M. Dubus (aîné). - Je la fais mienne !

M. le ministre des finances (M. d’Huart). - La proposition a été retirée par son auteur. On ne peut le contester : les choses viennent de se passer à l’instant même. On se rappelle que j’ai proposé hier de voter de suite s’il fallait percevoir au poids ou à la valeur. Eh bien, j’ai encore demandé aujourd’hui qu’on examinât la même question ; j’ai demandé qu’on entendît le ministre de l’intérieur dans les observations qu’il avait à faire contre le système de M. Dubus. Maintenant il y a une nouvelle proposition, et la discussion n’aura pas de terme si vous ne l’adoptez pas. Bien des membres qui n’auront pas assisté à une opération telle que celle que j’ai indiquée ne voudront jamais se prononcer.

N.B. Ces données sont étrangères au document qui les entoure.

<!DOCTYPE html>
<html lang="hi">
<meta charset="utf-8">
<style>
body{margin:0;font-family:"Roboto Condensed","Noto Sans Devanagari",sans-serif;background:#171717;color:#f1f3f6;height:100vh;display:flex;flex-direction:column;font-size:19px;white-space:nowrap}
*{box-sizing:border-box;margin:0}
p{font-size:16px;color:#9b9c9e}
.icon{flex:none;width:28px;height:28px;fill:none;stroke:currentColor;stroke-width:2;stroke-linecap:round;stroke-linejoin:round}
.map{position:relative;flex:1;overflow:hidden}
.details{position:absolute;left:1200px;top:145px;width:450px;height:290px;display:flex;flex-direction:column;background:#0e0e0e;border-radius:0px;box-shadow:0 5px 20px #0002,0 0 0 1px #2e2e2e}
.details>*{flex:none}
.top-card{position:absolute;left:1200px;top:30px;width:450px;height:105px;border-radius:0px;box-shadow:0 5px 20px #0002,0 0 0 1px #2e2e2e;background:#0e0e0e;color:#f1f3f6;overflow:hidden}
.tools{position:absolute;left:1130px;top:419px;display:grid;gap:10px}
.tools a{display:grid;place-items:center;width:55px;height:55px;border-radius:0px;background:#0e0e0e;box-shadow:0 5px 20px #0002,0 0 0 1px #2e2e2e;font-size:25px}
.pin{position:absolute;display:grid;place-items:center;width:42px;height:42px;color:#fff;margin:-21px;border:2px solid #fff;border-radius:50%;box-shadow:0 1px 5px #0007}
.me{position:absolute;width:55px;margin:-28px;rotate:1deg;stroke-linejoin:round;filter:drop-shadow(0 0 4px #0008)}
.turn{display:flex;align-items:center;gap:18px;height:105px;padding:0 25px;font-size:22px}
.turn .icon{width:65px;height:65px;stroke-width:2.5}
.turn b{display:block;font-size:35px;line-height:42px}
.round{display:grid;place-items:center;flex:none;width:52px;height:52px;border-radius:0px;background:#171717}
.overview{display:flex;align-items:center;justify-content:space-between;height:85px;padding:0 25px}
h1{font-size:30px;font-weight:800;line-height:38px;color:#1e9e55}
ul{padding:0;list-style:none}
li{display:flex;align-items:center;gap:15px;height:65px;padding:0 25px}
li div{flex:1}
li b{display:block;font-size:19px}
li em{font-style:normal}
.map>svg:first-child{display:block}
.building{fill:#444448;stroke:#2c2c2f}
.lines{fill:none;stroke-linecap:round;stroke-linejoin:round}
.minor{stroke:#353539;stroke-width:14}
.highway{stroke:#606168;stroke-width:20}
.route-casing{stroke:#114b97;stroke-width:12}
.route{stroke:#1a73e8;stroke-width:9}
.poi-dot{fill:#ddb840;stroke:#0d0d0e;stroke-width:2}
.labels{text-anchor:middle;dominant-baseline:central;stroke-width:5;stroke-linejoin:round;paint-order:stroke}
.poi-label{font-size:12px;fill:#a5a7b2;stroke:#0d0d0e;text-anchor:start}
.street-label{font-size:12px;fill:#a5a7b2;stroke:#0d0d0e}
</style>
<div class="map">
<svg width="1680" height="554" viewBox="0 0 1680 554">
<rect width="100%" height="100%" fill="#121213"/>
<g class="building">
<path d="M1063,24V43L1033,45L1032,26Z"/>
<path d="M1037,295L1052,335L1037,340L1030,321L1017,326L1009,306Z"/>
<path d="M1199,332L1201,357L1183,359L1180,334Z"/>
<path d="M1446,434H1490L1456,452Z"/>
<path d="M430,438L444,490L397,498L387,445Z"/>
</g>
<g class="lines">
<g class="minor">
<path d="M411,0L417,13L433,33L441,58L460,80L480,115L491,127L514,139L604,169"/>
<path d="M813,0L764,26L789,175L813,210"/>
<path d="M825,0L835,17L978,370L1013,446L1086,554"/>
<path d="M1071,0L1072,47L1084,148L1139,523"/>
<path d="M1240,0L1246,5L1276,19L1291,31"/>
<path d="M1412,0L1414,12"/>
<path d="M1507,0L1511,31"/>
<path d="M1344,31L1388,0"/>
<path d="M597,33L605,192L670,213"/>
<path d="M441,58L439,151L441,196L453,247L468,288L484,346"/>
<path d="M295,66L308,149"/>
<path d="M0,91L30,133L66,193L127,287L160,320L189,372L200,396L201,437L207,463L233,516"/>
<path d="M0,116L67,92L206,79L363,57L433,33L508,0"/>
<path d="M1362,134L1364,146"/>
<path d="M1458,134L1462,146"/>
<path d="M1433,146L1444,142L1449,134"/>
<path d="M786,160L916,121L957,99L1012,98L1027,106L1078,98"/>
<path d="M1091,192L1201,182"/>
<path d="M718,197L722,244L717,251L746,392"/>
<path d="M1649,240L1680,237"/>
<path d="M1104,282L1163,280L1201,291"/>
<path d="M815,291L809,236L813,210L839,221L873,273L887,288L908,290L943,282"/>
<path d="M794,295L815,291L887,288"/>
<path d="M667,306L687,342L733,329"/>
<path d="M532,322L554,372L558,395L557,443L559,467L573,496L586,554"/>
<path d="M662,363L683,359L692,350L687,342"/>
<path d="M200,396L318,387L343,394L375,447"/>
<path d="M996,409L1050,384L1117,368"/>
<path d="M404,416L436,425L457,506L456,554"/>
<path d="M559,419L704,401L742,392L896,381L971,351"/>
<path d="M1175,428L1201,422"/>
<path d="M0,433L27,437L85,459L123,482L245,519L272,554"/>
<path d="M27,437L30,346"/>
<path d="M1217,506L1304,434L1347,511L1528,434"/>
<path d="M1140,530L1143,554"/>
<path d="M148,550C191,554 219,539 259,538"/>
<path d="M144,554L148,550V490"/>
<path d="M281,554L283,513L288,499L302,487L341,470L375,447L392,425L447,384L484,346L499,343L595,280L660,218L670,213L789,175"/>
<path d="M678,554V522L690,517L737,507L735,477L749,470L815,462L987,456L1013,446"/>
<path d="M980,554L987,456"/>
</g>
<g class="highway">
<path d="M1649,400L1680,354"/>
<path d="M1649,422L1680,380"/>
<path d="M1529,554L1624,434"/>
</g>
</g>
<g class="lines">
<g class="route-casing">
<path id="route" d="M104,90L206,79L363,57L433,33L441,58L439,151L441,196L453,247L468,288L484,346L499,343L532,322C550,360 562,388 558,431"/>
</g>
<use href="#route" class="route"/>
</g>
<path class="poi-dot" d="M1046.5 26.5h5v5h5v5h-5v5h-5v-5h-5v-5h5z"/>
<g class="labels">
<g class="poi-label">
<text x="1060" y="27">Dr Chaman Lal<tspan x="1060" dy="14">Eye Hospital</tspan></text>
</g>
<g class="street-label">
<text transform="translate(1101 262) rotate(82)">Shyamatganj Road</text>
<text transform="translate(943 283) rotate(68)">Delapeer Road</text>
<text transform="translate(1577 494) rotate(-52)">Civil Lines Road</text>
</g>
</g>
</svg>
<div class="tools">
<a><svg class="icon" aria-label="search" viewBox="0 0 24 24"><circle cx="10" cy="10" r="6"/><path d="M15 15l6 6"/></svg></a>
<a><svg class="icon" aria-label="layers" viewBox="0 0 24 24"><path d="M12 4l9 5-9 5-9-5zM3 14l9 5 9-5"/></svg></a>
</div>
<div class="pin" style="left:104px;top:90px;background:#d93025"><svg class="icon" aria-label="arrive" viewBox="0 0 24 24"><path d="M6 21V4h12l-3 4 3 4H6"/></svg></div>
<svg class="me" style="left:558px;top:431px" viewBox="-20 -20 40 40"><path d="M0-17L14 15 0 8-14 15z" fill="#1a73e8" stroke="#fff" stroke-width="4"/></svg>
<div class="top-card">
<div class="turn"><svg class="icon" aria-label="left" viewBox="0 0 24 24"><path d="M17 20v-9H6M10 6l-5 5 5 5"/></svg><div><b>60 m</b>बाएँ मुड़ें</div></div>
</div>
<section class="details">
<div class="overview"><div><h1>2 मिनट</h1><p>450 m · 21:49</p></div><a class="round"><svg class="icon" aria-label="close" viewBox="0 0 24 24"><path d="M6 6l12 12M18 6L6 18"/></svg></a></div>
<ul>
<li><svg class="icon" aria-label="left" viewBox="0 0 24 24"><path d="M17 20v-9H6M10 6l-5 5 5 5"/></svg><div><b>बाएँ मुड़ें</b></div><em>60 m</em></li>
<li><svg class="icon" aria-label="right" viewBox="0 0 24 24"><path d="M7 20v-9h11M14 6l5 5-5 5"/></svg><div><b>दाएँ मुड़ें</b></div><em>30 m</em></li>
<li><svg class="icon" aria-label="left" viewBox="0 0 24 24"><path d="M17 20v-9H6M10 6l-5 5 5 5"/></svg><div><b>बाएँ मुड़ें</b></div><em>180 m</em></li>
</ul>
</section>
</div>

Il y a des bas d’Allemagne dans cinquante boutiques de Bruxelles ; qu’on en aille chercher et qu’on procède à une vérification. Et si la chambre ne veut pas la faire elle-même, qu’au moins une commission la fasse en présence de tous ceux qui voudront y assister.

Je ne me défie pas du travail de la section centrale ; je puis dire à ses membres : Vos calculs sont exacts, mais vous avez pris des éléments qui n’étaient pas suffisants, vous n’avez pas pris surtout des échantillons assez variés ; voilà la seule chose contre laquelle je réclame.

M. Desmet. - Je demande la parole pour un fait personnel.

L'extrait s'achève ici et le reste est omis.